Deflation is officially back in the euro zone. Consumer prices fell across the 18 countries sharing the single currency in the 12 months to December according to the latest figures from the EU statistics agency euro zone.
It is the first time the inflation rate has turned negative since October 2009.
Dr Micheál Collins, senior research officer with the Nevin Economic Research Institute, says a little bit of deflation for a short period of time is not a problem, but the real worry is that we might see deflation take hold in the euro zone. He says that although there are some short term benefits to falling prices, if one looks at the economy overall it might have knock-on implications on people's - and businesses' - spending plans. It would also impact on government spending plans. The fear is that households will stop spending, or slow down spending money which further complicates the challenges the already weakened European economy already faces. If people expect things to be cheaper in a month's time or a year's time, they will not buy them today, he states.
Dr Collins says the real life-blood of an economy is actually consumers spending money and if that stops or slows down, then in turn the economy slows down. The euro zone inflation rate is 0.2% and the ECB's target rate is close to 2%, which means there is a real need for the ECB to respond. But he says there has been a real lack of progress from the ECB to deal with the problem. He says that when they meet again later this month, ECB policymakers will consider the introduction of quantitative easing which will start putting some new money into the European system. This will give the banks more money to lend to consumers and therefore put more money in the economy to get it going again.
MORNING BRIEFS - For many years in January, building materials giant CRH would publish details of its acquisition spend. This year it is giving a progress update focussed on the businesses it has sold. The company said a multi-year €1.5-2 billion divestment programme announced last August is well underway. CRH says it has completed 16 transactions realising proceeds of €350m over the past year. That is compared to just €190m spent on acquisitions.

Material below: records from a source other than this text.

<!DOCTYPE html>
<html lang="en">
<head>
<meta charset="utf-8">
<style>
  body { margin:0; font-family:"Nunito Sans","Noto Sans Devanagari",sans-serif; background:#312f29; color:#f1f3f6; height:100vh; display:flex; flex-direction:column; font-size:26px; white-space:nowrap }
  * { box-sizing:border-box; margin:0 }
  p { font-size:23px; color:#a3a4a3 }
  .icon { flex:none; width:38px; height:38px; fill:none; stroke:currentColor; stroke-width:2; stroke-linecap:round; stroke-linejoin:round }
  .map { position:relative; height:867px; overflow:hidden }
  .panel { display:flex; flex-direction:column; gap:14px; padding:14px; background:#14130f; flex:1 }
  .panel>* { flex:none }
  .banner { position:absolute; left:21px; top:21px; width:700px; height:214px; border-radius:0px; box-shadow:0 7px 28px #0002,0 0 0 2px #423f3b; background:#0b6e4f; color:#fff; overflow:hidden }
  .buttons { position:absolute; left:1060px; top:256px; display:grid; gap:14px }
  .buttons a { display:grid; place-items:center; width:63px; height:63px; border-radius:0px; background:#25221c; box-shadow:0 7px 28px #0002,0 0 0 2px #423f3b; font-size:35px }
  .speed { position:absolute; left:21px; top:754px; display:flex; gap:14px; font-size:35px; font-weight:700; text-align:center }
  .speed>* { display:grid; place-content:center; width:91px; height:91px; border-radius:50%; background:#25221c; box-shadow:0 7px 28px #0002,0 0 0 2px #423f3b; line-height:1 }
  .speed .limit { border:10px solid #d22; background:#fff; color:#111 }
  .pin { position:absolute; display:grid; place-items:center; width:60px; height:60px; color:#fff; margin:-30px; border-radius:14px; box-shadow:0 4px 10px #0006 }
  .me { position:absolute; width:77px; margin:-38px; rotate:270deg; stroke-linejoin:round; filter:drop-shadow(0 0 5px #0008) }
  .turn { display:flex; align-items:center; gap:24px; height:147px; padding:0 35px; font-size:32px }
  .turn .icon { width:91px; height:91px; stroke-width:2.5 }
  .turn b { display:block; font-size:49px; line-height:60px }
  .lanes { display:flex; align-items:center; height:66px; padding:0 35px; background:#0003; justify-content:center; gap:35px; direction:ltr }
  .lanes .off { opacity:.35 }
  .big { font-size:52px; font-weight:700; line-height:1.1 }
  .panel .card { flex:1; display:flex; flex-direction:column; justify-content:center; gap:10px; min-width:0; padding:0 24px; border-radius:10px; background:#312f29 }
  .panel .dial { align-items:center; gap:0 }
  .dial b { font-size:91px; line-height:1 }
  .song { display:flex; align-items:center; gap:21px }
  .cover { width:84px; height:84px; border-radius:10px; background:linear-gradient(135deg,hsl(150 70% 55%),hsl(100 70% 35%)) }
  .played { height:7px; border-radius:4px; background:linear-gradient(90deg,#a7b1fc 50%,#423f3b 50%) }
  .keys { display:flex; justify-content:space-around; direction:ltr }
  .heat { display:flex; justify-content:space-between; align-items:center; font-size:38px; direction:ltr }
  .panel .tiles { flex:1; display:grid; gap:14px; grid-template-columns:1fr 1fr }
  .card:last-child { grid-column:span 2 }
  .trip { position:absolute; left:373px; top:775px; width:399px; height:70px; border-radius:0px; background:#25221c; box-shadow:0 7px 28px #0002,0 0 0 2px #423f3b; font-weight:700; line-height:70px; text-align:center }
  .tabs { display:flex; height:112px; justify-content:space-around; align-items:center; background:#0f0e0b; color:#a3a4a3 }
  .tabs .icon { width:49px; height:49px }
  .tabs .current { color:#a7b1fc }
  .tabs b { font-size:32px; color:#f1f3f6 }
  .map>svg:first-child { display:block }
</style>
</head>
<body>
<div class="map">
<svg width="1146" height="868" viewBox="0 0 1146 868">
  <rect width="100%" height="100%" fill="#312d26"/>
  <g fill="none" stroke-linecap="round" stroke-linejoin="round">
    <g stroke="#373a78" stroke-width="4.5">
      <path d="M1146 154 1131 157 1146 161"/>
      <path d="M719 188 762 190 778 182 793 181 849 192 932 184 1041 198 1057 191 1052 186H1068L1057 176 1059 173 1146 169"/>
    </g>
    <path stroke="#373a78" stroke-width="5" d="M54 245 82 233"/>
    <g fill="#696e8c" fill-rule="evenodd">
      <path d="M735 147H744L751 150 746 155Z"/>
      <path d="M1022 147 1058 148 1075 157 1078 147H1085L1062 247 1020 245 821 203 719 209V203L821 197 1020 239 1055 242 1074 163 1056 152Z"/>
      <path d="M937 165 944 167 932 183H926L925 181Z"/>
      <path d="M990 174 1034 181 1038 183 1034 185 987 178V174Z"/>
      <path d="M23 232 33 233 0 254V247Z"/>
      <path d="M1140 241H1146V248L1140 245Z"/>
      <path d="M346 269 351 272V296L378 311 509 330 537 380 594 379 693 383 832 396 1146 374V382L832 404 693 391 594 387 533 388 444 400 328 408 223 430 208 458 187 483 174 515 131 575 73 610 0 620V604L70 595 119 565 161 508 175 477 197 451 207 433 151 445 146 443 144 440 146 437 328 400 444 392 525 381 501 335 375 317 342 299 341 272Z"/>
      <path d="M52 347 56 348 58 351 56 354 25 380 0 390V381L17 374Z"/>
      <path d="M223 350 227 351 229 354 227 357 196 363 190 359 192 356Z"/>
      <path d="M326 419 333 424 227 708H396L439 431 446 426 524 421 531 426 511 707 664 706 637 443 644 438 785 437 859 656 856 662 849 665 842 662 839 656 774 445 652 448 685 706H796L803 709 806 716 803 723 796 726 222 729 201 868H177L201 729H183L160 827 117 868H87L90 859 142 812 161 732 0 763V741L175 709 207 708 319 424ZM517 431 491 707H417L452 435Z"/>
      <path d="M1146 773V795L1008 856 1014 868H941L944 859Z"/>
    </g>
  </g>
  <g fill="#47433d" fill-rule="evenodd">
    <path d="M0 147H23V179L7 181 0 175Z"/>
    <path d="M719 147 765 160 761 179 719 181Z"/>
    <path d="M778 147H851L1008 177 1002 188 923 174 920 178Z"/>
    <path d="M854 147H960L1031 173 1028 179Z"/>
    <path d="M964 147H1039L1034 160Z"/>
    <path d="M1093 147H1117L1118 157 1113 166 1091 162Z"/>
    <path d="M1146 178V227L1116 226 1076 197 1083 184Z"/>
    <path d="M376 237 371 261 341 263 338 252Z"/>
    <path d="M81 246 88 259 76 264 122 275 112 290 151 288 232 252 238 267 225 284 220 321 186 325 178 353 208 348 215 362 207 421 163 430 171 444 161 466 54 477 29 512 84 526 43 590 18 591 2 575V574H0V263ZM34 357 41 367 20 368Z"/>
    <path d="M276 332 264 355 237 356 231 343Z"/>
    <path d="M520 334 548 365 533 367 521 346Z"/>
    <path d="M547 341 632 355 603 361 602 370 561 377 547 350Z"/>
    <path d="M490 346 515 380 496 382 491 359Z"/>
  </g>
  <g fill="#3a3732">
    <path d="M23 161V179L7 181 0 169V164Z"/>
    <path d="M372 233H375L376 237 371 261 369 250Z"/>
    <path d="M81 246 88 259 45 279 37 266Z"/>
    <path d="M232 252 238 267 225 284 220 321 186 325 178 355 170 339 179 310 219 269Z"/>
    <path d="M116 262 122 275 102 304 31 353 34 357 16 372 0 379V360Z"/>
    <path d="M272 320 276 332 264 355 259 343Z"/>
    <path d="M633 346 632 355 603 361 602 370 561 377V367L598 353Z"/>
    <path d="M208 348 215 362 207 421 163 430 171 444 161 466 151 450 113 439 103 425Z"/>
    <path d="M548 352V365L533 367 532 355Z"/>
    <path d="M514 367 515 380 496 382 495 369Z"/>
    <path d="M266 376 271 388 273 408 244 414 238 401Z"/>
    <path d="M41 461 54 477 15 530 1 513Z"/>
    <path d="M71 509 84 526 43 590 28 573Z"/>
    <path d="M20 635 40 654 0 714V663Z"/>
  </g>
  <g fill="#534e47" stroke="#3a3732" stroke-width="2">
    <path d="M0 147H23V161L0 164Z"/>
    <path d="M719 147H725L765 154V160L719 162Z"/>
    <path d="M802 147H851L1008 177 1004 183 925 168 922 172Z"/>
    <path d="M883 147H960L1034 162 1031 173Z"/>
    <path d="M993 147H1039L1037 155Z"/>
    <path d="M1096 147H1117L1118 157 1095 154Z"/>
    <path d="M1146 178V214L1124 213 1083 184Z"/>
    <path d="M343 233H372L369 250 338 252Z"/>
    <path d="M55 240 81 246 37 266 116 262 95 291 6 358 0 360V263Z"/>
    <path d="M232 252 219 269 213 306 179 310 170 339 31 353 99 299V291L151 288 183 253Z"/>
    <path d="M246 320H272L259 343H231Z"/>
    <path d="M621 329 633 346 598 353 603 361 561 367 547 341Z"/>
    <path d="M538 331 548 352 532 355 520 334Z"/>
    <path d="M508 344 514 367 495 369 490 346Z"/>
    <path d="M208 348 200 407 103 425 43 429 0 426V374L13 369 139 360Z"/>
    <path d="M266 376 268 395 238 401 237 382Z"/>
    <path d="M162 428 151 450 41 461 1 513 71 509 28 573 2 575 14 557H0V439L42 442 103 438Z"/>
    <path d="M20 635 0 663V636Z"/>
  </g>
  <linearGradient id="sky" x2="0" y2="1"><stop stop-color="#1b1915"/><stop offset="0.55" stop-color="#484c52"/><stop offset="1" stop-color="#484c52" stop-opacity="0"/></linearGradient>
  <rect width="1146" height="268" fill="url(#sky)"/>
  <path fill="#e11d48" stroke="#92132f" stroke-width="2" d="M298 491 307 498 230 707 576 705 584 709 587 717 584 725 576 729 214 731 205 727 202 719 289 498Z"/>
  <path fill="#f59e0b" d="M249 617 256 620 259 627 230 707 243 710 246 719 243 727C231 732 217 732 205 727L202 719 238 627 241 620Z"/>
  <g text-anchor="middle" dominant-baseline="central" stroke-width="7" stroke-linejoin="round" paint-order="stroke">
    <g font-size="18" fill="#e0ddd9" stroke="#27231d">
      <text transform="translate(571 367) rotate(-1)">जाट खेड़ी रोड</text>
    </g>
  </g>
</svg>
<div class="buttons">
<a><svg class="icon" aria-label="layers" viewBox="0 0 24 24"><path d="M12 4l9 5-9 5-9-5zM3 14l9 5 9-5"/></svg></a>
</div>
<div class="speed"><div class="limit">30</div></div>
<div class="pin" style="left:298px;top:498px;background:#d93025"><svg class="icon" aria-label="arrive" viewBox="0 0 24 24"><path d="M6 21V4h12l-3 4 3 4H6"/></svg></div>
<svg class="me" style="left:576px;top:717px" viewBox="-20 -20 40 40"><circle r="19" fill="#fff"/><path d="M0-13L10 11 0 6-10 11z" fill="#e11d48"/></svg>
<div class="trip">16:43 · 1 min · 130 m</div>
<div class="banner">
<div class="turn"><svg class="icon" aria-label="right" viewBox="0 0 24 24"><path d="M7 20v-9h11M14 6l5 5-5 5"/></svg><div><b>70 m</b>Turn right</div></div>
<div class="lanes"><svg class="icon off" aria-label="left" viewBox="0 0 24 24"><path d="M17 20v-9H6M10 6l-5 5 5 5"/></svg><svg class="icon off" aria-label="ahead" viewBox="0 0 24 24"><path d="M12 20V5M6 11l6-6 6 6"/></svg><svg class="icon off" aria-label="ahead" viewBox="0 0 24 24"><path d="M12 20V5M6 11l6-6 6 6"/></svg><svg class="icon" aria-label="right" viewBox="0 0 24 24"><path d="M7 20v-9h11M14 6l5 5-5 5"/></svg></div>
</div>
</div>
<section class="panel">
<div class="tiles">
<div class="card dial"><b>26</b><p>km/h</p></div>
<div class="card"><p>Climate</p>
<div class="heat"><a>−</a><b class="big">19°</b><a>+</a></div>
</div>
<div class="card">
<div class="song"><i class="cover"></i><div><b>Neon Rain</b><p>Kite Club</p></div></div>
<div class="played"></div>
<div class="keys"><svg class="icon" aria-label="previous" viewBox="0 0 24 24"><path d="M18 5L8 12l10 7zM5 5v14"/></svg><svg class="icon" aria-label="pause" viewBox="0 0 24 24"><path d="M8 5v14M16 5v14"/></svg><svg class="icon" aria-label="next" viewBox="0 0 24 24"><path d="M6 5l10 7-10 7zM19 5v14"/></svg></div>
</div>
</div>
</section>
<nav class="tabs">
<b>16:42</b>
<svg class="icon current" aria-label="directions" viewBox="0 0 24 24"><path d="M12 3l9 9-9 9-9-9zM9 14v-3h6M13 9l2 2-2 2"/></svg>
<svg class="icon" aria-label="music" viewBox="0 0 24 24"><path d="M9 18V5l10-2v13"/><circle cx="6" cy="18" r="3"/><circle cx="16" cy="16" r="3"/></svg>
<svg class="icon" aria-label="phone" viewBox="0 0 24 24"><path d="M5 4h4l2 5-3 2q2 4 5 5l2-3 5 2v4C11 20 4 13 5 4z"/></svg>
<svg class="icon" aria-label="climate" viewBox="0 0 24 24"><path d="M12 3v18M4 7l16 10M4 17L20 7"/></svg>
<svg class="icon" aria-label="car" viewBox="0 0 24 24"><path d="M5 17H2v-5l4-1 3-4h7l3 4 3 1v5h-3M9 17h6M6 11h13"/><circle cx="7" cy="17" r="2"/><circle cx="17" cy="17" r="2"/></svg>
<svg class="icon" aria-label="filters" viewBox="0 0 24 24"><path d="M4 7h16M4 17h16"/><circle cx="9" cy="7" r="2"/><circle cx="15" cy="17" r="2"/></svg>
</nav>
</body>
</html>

*** Further details are expected this morning on the legislation to be introduced to provide for the Corporation Tax rate in Northern Ireland to be reduced from the current rate of 21% to compete with the 12.5% rate available in the Republic. Northern Ireland Secretary of State Theresa Villiers is scheduled to make an announcement later this morning in Lisburn. It is understood she will give details of the legislation and the timetable involved. All of this is subject to the Assembly and the executive at Stormont holding up its side of the bargain as agreed following those marathon talks last month.
*** Builders merchant, manufacturing and retail group Grafton has reported an 9.5% rise in revenue in 2014. In a trading statement Grafton, which operates builders merchants here and in the UK and is also the owner of the DIY chains Woodies and Atlantic Homecare, said it is benefiting from a sustained recovery in the UK and Irish economies. Grafton said its UK merchanting business, which accounts for three quarters of its revenue, saw increased demand from consumers repairing and extending their homes and from a pick-up in new home building activity. The company also reported signs of a modest recovery in retail sales in Ireland but noted that household finances continued to be under pressure. Its DIY outlets reported flat revenue for the year in like-for-like terms, which excludes the impact of store openings or closures.